Market Scramble: Resource stocks regain strength, but buying seen short-lived

TOKYO -- The resurgence of natural resource stocks seems to be signaling an end to excessive risk-avoidance among investors, but concerns about corporate earnings will likely keep a full recovery elusive.

     "The net-loss projection was a surprise, but the stock managed to avoid a steep drop," Akira Iwasaki at IwaiCosmo Securities said Friday of Osaka Titanium Technologies. The shares opened the day ask-only after the metal company said it will incur a net loss for the year ending March 31 on an impairment charge in the polysilicon business. The stock plummeted 11% at one point, but closed down 6%. It likely was picked up as part of broader buying of resource stocks, Iwasaki said.

     Resource companies and machinery builders were among the day's top gainers, while drugmakers and telecommunication service providers lost the support they previously had. Ono Pharmaceutical slid 5%, while Santen Pharmaceutical and KDDI lost 4% each. It was deja vu of sorts, as investors at one point last summer eagerly bought resource shares and unloaded telecom and pharmaceutical stocks.

     That was back in late August, after the market was rocked by China's devaluations of the yuan. Investors picked up resource stocks and China-related shares that had tumbled. But lingering concerns about the Chinese economic slowdown limited the spell of buying.

     The situation has changed little. Investors' risk-aversion might have eased, but the earnings outlook remains cloudy for the new fiscal year that starts next month.

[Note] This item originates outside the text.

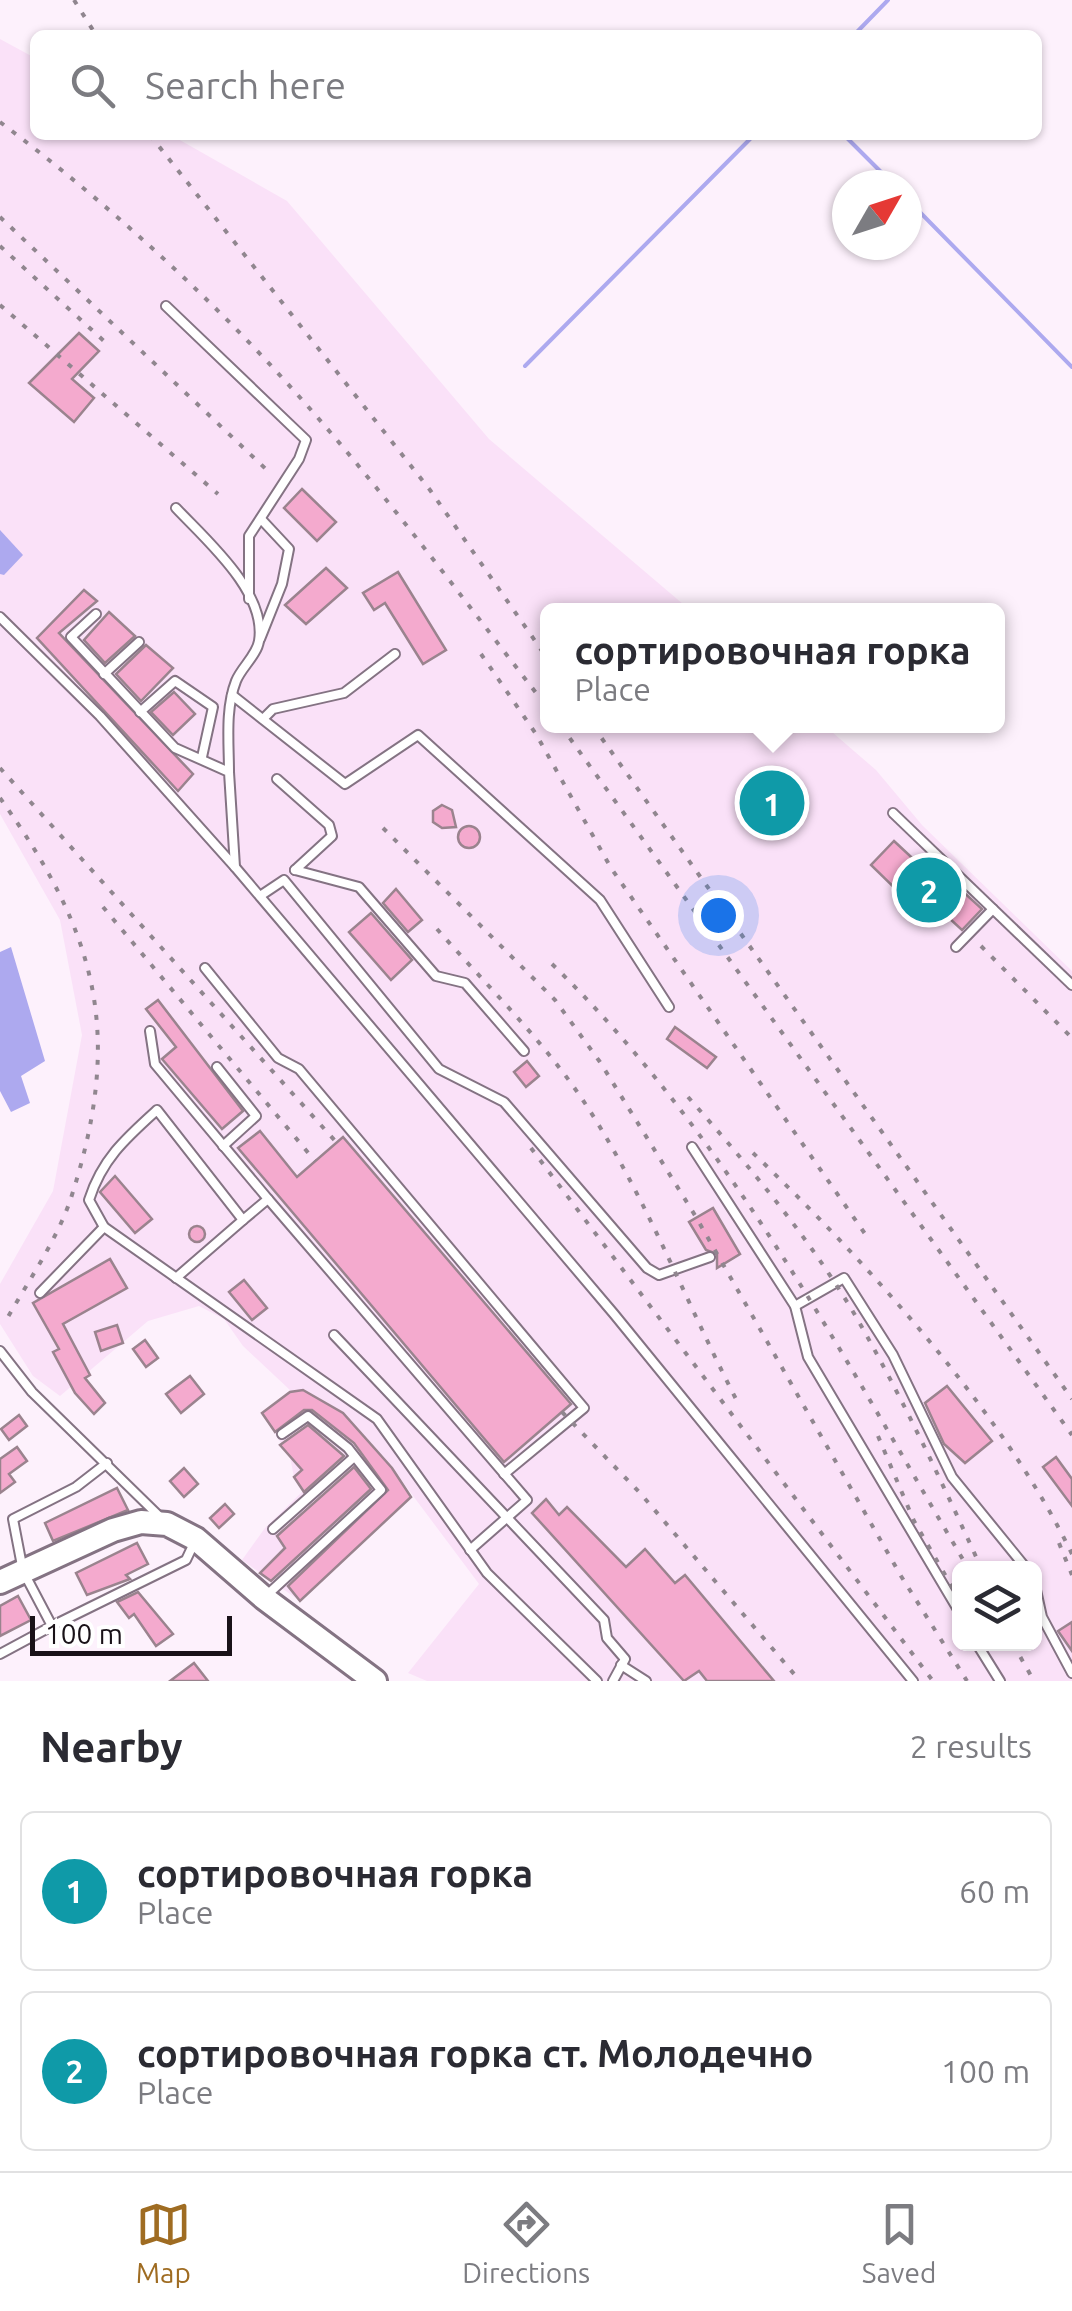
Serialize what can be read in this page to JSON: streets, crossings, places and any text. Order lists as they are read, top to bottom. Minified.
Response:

     "Sluggish profit growth is hurting growth of ROE," warned Hisao Matsuura at Nomura Securities. Return on equity at leading corporations will dip to 8.2% for the year ending March 31, dropping for a second straight year, he estimated. Pretax profit at major companies may even fall year on year for the first half of fiscal 2016, when the favorable impact from the weaker yen is expected to fizzle. A profit decrease would push ROE below 8%.

     With such a gloomy outlook, investors likely will grow even more selective.

     Mitsushige Akino at Ichiyoshi Asset Management is focusing on cash holdings. Cash-rich companies with stable earnings may give back to shareholders more than they did last year, he said, citing such defensive stocks as pharmaceutical and telecom companies. Many already have high stock prices. But profit growth and share buybacks would raise their ROEs, so they will not appear as overvalued, he said.

     The NLI Research Institute's Shingo Ide is searching for companies that can boost profit without relying on a weak yen. Murata Manufacturing is leading the pack in such cutting-edge parts as surface-acoustic wave filters, which help remove phone noise and improve call quality. With such technological prowess, Murata should be able to continue lifting sales even if the yen strengthens somewhat, Ide predicts, adding that profits will stabilize.